▸ Exercise instructions:
Output the lines from the top of the entries below to the line with "width:70px; height:70px; border-radius:50%;", both included, exactly and without pictures.

-- Source data follows --

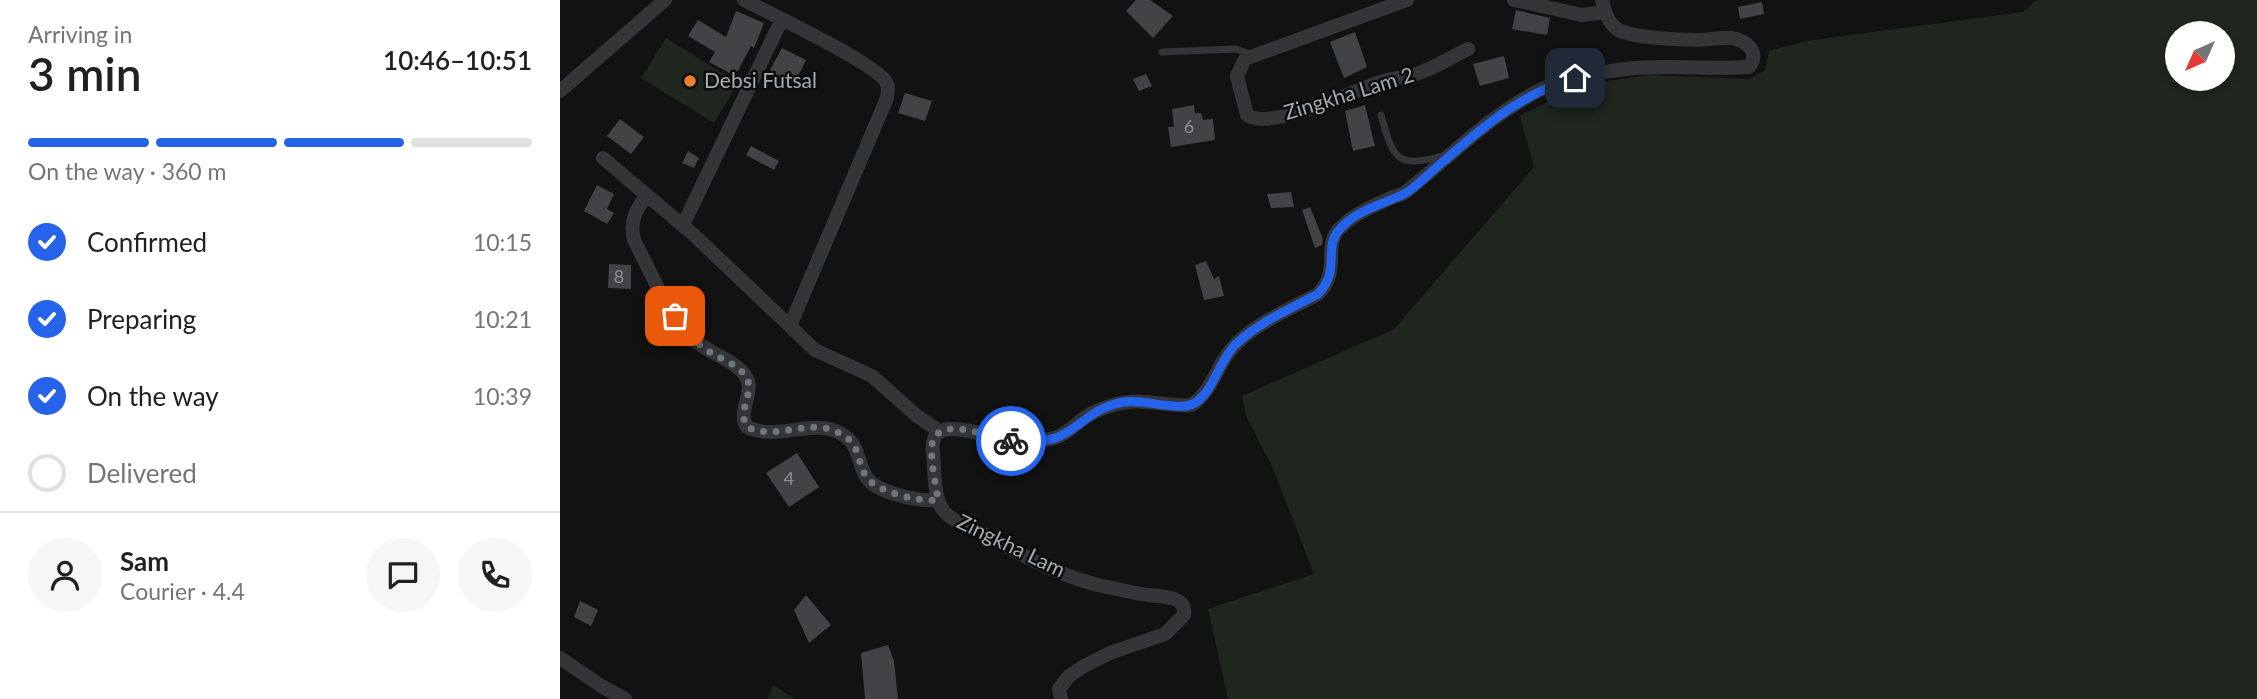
<!DOCTYPE html>
<html lang="en">
<head>
<meta charset="utf-8">
<style>
  body { margin:0; font-family:Lato,sans-serif; background:#f6f6f6; color:#202124; height:100vh; display:flex; flex-direction:column; font-size:26px; white-space:nowrap }
  * { box-sizing:border-box; margin:0 }
  p { font-size:23px; color:#757577 }
  .icon { flex:none; width:38px; height:38px; fill:none; stroke:currentColor; stroke-width:2; stroke-linecap:round; stroke-linejoin:round }
  .map { position:relative; flex:1; overflow:hidden }
  .drawer { display:flex; flex-direction:column; background:#fff; width:560px }
  .drawer>* { flex:none }
  .needle { width:46px; rotate:225deg }
  .fabs { position:absolute; left:1605px; top:21px; display:grid; gap:14px }
  .fabs a { display:grid; place-items:center; width:70px; height:70px; border-radius:50%; background:#fff; box-shadow:0 4px 10px #0003; font-size:35px }
  .pin { position:absolute; display:grid; place-items:center; width:60px; height:60px; color:#fff; margin:-30px; border-radius:14px; box-shadow:0 4px 10px #0006 }
  .courier { position:absolute; display:grid; place-items:center; width:70px; height:70px; margin:-35px; border:5px solid #2563eb; border-radius:50%; background:#fff; color:#222; box-shadow:0 2px 9px #0007 }
  .head em { font-style:normal; font-weight:600 }
  .head div { display:flex; flex-direction:column-reverse }
  .head { display:flex; align-items:center; justify-content:space-between; height:119px; padding:0 28px }
  h1 { font-size:46px; font-weight:600; line-height:52px }
  .bar { display:grid; grid-template-columns:repeat(4,1fr); gap:10px 7px; align-content:center; height:84px; padding:0 28px }
  .bar i { height:9px; border-radius:5px; background:#e0e0e0 }
  .bar .selected { background:#2563eb }
  .bar p { grid-column:span 4 }
  .line { display:flex; align-items:center; gap:18px; padding:0 28px; border-top:2px solid #e0e0e0 }
  .line div { flex:1 }
  .round { display:grid; place-items:center; flex:none; width:74px; height:74px; border-radius:37px; background:#f6f6f6 }
  ol { padding:0 28px; list-style:none }
  li { display:flex; align-items:center; gap:21px; height:77px }
  li p { margin-inline-start:auto }
  li .icon { padding:7px; border-radius:50%; background:#2563eb; color:#fff; stroke-width:4 }
  li:last-child { color:#757577 }
  li i { width:38px; height:38px; border:4px solid #e0e0e0; border-radius:50% }
  main { display:flex; flex:1; min-height:0 }
  .map>svg:first-child { display:block }
  .green { fill:#1f261e; fill-rule:evenodd }
  .building { fill:#414346 }
  .lines { fill:none; stroke-linecap:round; stroke-linejoin:round }
  .service { stroke:#333538; stroke-width:7 }
  .minor { stroke:#333538; stroke-width:14 }
  .done { stroke:#70767c; stroke-width:7; stroke-dasharray:0 12.6 }
  .route { stroke:#2563eb; stroke-width:9 }
  .poi-dot { fill:#ee7f2f; stroke:#0d0d0e; stroke-width:2.5 }
  .labels { text-anchor:middle; stroke-width:5; stroke-linejoin:round; paint-order:stroke }
  .number-label { font-size:18px; fill:#8a9298 }
  .poi-label { font-size:21px; fill:#a3acb4; stroke:#0d0d0e; text-anchor:start }
  .street-label { font-size:21px; fill:#a3acb4; stroke:#0d0d0e }
</style>
</head>
<body>
<main>
<section class="drawer">
<div class="head"><div><h1>3 min</h1><p>Arriving in</p></div><em>10:46–10:51</em></div>
<div class="bar"><i class="selected"></i><i class="selected"></i><i class="selected"></i><i></i><p>On the way · 360 m</p></div>
<ol>
<li><svg class="icon" aria-label="check" viewBox="0 0 24 24"><path d="M5 12l5 5 9-10"/></svg>Confirmed<p>10:15</p></li>
<li><svg class="icon" aria-label="check" viewBox="0 0 24 24"><path d="M5 12l5 5 9-10"/></svg>Preparing<p>10:21</p></li>
<li><svg class="icon" aria-label="check" viewBox="0 0 24 24"><path d="M5 12l5 5 9-10"/></svg>On the way<p>10:39</p></li>
<li><i></i>Delivered</li>
</ol>
<div class="line" style="height:126px"><a class="round"><svg class="icon" aria-label="person" viewBox="0 0 24 24"><circle cx="12" cy="8" r="4"/><path d="M4 21q1-7 8-7t8 7"/></svg></a><div><b>Sam</b><p>Courier · 4.4</p></div><a class="round"><svg class="icon" aria-label="chat" viewBox="0 0 24 24"><path d="M4 5h16v11H9l-5 4z"/></svg></a><a class="round"><svg class="icon" aria-label="phone" viewBox="0 0 24 24"><path d="M5 4h4l2 5-3 2q2 4 5 5l2-3 5 2v4C11 20 4 13 5 4z"/></svg></a></div>
</section>
<div class="map">
<svg width="1697" height="699" viewBox="0 0 1697 699">
  <rect width="100%" height="100%" fill="#121213"/>
  <path class="green" d="M1476,0H1697V699H668L648,609L754,574L712,466L687,418L682,396L834,329L974,167L960,116L1021,85L1089,75L1189,79L1205,70L1209,51L1246,41L1463,12ZM1617,33H1662V79H1617Z
    M106,38L178,83L154,123L81,78Z
    M213,685L235,699H208Z"/>
  <path class="building" d="M576,0H590L613,16L593,38L566,11Z
    M1202,2L1204,14L1180,19L1178,7Z
    M956,10L990,18L987,35L952,29Z
    M176,11L204,23L194,48L191,46L175,76L149,62L155,52L128,36L138,20L166,37Z
    M795,32L807,67L784,78L770,42Z
    M222,48L246,60L234,84L209,72Z
    M944,56L949,78L920,86L913,64Z
    M586,74L592,86L579,91L573,79Z
    M345,93L372,101L365,121L338,113Z
    M634,105L635,113H641L643,120L653,119L655,140L611,147L608,127H614L612,109Z
    M805,105L815,146L793,151L785,111Z
    M60,119L84,137L71,154L47,136Z
    M191,146L219,161L214,170L186,155Z
    M128,151L139,158L134,168L122,163Z
    M37,185L54,194L47,209L54,213L47,224L24,211Z
    M731,192L734,207L711,208L707,194Z
    M750,207L763,239L762,245L755,248L742,210Z
    M646,261L654,279L659,276L664,296L644,300L635,265Z
    M49,264L71,265V289L48,288Z
    M237,453L259,487L229,507L206,473Z
    M246,595L271,625L249,643L234,610Z
    M20,601L38,610L31,626L14,617Z
    M328,645L334,661L338,699H305L301,653Z"/>
  <g class="lines">
    <path class="service" d="M602,52L676,49L692,55
      M821,115C833,158 836,169 882,156"/>
    <path class="minor" d="M184,0C209,13 315,63 326,82C329,87 328,92 327,98L230,326
      M847,0L685,59L677,76L687,115C710,131 792,92 817,83C830,78 846,78 859,73C876,67 892,57 908,49
      M954,0L1022,15L1045,12
      M0,91L105,0
      M43,158L134,235L255,350L312,376L357,416L379,431
      M87,195C76,209 69,222 74,240C91,272 106,312 132,338C147,353 172,358 185,375C197,391 176,411 187,427C217,442 253,417 282,434C299,444 297,459 305,475C314,493 360,502 378,500
      M123,225L222,19
      M0,658L43,687L65,699
      M501,699L499,689L509,676L524,666L550,653L605,634L624,615C627,595 601,597 588,595C578,594 567,591 557,589C507,581 463,556 420,532C408,526 391,521 383,510C373,495 375,471 373,453C367,407 432,441 454,441C468,441 484,442 497,437C508,433 517,423 527,416C536,410 546,407 557,404C581,397 606,407 631,405C653,392 657,362 675,345C698,322 730,309 758,294C781,271 763,249 778,230C792,215 814,205 833,197C838,195 843,195 847,191C893,154 934,111 988,86C1011,76 1041,72 1066,69C1107,64 1148,70 1189,67C1201,52 1186,40 1171,38C1160,37 1149,40 1138,40C1120,40 1071,38 1057,29C1048,23 1044,10 1042,0"/>
  </g>
  <g class="lines">
    <path class="done" d="M115,316C125,332 137,344 153,354C164,360 177,365 185,375C197,391 176,410 187,427C215,441 250,418 277,432C301,443 295,455 305,475C314,492 360,502 378,500C376,483 370,462 372,445C376,413 432,438 451,441"/>
    <path class="route" d="M451,441C466,441 484,443 498,437C523,426 532,407 564,402C584,399 616,411 633,404C652,395 660,359 676,344C699,322 730,309 758,294C781,271 763,248 779,230C796,210 821,205 844,194C856,188 873,169 885,160C925,125 963,93 1015,78"/>
  </g>
  <circle class="poi-dot" cx="130" cy="81" r="7"/>
  <g class="labels">
    <g class="number-label">
      <text x="629" y="133">6</text>
      <text x="59" y="283">8</text>
      <text x="229" y="485">4</text>
    </g>
    <g class="poi-label">
      <text x="144" y="88">Debsi Futsal</text>
    </g>
    <g class="street-label">
      <text transform="translate(789 94) rotate(-17)" y="7">Zingkha Lam 2</text>
      <text transform="translate(451 546) rotate(26)" y="7">Zingkha Lam</text>
    </g>
  </g>
</svg>
<div class="fabs">
<a><svg class="needle" viewBox="-14 -14 28 28"><path d="M0-13l5 13h-10z" fill="#e53935"/><path d="M0 13l5-13h-10z" fill="#757577"/></svg></a>
</div>
<div class="pin" style="left:115px;top:316px;background:#ea580c"><svg class="icon" aria-label="bag" viewBox="0 0 24 24"><path d="M5 8h14l-1 12H6zM9 8a3 3 0 0 1 6 0"/></svg></div>
<div class="pin" style="left:1015px;top:78px;background:#1f2937"><svg class="icon" aria-label="home" viewBox="0 0 24 24"><path d="M3 11l9-7 9 7M6 9v11h12V9"/></svg></div>
<div class="courier" style="left:451px;top:441px"><svg class="icon" aria-label="bike" viewBox="0 0 24 24"><circle cx="6" cy="16" r="4"/><circle cx="18" cy="16" r="4"/><path d="M6 16l4-8h5l3 8M10 8l3 8H6M13 5h3"/></svg></div>
</div>
</main>
</body>
</html>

-- Source data concluded --

▸ Response to this task:
<!DOCTYPE html>
<html lang="en">
<head>
<meta charset="utf-8">
<style>
  body { margin:0; font-family:Lato,sans-serif; background:#f6f6f6; color:#202124; height:100vh; display:flex; flex-direction:column; font-size:26px; white-space:nowrap }
  * { box-sizing:border-box; margin:0 }
  p { font-size:23px; color:#757577 }
  .icon { flex:none; width:38px; height:38px; fill:none; stroke:currentColor; stroke-width:2; stroke-linecap:round; stroke-linejoin:round }
  .map { position:relative; flex:1; overflow:hidden }
  .drawer { display:flex; flex-direction:column; background:#fff; width:560px }
  .drawer>* { flex:none }
  .needle { width:46px; rotate:225deg }
  .fabs { position:absolute; left:1605px; top:21px; display:grid; gap:14px }
  .fabs a { display:grid; place-items:center; width:70px; height:70px; border-radius:50%; background:#fff; box-shadow:0 4px 10px #0003; font-size:35px }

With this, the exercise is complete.